In the entries below, find every line with the string "roads" and copy it.

+---+

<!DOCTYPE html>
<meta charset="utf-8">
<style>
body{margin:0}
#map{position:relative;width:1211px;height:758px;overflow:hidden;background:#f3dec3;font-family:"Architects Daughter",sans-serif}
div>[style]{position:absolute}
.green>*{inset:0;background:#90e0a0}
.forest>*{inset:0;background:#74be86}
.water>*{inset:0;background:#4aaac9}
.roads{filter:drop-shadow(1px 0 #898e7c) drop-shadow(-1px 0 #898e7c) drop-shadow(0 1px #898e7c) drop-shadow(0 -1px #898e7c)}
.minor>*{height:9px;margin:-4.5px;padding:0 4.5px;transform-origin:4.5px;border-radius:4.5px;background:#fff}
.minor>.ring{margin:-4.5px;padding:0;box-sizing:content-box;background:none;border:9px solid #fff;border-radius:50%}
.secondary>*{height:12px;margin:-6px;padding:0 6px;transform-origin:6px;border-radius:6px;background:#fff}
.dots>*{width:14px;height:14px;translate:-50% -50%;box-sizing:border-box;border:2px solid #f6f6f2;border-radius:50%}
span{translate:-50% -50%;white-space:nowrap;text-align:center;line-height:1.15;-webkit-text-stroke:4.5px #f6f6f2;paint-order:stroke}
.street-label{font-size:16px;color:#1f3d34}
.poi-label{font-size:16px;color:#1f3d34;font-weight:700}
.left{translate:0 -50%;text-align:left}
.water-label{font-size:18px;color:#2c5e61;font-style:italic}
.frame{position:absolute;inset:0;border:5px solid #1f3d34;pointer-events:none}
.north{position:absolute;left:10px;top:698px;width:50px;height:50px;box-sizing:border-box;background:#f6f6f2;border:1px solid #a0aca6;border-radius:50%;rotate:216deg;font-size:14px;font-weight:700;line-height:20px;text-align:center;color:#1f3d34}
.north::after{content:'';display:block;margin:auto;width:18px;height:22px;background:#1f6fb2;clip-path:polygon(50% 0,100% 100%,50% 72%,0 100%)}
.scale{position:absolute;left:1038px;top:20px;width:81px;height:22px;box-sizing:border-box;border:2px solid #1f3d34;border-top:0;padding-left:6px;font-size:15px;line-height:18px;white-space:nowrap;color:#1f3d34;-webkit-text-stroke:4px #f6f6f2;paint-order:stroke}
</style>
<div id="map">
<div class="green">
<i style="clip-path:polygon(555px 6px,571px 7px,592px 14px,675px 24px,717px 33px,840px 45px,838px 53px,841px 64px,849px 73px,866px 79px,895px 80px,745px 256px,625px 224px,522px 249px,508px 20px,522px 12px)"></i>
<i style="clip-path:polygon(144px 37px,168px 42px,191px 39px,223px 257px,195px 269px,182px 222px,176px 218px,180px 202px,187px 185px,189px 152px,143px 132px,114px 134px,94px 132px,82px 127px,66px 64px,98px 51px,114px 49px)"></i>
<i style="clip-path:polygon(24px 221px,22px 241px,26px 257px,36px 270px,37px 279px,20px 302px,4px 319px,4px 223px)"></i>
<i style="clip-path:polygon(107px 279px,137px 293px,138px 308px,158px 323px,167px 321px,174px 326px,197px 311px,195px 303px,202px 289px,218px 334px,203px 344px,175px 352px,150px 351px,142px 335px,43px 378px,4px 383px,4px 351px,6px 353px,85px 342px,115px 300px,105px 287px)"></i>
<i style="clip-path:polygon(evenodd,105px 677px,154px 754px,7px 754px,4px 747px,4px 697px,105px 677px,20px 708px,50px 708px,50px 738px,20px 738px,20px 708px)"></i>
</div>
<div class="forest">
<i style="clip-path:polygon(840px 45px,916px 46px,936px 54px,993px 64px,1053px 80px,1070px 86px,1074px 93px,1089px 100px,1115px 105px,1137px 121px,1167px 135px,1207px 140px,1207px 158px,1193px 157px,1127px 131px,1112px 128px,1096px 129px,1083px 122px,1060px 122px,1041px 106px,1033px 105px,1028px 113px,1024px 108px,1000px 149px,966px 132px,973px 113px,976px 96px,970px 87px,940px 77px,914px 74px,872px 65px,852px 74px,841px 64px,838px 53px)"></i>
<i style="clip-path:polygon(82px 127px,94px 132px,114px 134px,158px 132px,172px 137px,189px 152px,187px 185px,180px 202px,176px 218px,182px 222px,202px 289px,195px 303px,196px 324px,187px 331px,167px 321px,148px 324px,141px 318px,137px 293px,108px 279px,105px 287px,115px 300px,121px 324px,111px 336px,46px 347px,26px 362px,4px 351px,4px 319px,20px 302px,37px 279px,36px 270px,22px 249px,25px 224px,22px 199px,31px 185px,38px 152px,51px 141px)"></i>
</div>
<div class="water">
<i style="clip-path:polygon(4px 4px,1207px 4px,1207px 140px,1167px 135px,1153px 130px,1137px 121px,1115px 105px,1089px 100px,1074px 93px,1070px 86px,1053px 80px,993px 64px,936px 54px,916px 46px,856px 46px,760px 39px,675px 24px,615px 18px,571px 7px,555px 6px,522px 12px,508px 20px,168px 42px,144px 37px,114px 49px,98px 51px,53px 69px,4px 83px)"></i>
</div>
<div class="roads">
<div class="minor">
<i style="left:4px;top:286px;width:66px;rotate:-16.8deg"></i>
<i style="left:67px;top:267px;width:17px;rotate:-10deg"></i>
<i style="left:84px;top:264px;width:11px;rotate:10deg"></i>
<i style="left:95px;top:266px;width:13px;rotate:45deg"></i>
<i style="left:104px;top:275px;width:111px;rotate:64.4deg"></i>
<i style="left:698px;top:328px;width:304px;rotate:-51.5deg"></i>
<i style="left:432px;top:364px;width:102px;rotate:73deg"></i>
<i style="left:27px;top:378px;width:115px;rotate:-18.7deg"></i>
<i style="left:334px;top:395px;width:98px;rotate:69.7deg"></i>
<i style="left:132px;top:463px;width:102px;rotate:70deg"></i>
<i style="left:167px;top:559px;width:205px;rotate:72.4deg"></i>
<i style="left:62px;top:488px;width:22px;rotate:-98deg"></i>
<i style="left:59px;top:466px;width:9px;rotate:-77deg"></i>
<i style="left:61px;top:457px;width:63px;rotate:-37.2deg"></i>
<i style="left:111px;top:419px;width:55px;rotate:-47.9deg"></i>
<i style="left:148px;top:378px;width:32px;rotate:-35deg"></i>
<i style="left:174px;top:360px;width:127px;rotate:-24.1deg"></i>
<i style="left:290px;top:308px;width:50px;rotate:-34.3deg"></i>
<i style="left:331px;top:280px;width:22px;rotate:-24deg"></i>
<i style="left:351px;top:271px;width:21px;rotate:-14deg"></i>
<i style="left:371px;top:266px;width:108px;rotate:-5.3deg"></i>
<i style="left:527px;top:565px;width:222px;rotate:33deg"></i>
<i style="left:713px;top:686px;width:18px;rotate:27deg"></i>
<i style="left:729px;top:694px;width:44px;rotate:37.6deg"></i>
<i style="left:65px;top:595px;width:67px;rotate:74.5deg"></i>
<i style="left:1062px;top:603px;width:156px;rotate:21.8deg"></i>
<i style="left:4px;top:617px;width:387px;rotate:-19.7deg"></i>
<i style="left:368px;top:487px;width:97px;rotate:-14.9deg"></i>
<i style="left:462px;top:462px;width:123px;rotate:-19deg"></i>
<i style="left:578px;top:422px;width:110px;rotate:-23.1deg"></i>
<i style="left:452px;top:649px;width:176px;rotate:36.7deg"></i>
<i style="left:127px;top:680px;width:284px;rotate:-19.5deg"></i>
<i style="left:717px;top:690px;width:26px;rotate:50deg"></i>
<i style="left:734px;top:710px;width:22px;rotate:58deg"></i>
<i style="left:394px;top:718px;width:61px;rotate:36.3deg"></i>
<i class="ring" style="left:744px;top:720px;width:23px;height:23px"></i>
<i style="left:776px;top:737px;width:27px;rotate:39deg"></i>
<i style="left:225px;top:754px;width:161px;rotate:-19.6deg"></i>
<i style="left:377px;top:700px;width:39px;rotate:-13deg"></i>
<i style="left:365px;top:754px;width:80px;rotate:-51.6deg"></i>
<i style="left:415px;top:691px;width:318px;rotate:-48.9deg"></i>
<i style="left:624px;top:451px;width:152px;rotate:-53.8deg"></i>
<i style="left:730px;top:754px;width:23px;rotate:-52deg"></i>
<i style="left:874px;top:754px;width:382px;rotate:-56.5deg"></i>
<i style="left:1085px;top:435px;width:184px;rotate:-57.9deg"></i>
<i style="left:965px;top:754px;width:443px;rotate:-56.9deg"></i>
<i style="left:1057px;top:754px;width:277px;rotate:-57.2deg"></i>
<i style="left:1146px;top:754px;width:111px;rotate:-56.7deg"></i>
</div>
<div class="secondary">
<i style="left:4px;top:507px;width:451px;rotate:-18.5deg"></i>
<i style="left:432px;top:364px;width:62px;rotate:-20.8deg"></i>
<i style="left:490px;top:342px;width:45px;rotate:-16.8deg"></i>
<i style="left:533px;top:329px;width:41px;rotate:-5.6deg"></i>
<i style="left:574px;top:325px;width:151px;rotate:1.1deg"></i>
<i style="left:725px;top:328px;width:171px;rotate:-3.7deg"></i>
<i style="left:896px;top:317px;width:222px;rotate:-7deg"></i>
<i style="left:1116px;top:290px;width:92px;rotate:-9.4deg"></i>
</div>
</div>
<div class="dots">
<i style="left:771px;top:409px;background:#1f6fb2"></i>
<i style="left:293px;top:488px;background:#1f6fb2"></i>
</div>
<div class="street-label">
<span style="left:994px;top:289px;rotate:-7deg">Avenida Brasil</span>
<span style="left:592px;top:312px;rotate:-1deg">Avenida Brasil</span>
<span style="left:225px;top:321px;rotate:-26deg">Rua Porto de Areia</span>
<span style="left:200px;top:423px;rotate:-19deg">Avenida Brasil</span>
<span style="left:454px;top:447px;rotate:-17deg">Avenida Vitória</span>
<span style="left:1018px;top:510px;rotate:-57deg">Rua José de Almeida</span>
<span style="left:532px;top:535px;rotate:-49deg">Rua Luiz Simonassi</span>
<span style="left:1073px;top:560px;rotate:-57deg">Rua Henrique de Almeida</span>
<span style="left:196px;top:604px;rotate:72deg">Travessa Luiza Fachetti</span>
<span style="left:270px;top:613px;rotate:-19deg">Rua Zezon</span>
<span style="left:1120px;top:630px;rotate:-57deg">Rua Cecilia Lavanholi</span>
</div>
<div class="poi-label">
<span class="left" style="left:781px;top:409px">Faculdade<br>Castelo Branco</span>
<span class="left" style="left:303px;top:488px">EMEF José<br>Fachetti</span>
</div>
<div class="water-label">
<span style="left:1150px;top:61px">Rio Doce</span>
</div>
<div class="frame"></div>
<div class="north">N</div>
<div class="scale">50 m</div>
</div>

+---+

#### RESPONSE BOX:
.roads{filter:drop-shadow(1px 0 #898e7c) drop-shadow(-1px 0 #898e7c) drop-shadow(0 1px #898e7c) drop-shadow(0 -1px #898e7c)}
<div class="roads">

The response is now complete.